[Exercise data Boundary: Start]

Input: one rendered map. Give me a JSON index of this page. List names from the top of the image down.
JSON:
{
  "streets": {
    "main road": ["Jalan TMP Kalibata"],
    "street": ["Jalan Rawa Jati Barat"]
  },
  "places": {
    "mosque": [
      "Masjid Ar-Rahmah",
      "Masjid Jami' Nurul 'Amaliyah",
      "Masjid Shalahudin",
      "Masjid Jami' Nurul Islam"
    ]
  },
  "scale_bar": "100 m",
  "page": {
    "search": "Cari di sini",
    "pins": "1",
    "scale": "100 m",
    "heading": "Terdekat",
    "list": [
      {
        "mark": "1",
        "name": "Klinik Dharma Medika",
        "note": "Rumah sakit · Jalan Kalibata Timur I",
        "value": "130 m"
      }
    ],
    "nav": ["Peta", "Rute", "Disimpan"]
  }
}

[Exercise data Boundary: End]

How to complete this task
Every entry above should be given again exactly as shown.

Answer to the exercise
Input: one rendered map. Give me a JSON index of this page. List names from the top of the image down.
JSON:
{
  "streets": {
    "main road": ["Jalan TMP Kalibata"],
    "street": ["Jalan Rawa Jati Barat"]
  },
  "places": {
    "mosque": [
      "Masjid Ar-Rahmah",
      "Masjid Jami' Nurul 'Amaliyah",
      "Masjid Shalahudin",
      "Masjid Jami' Nurul Islam"
    ]
  },
  "scale_bar": "100 m",
  "page": {
    "search": "Cari di sini",
    "pins": "1",
    "scale": "100 m",
    "heading": "Terdekat",
    "list": [
      {
        "mark": "1",
        "name": "Klinik Dharma Medika",
        "note": "Rumah sakit · Jalan Kalibata Timur I",
        "value": "130 m"
      }
    ],
    "nav": ["Peta", "Rute", "Disimpan"]
  }
}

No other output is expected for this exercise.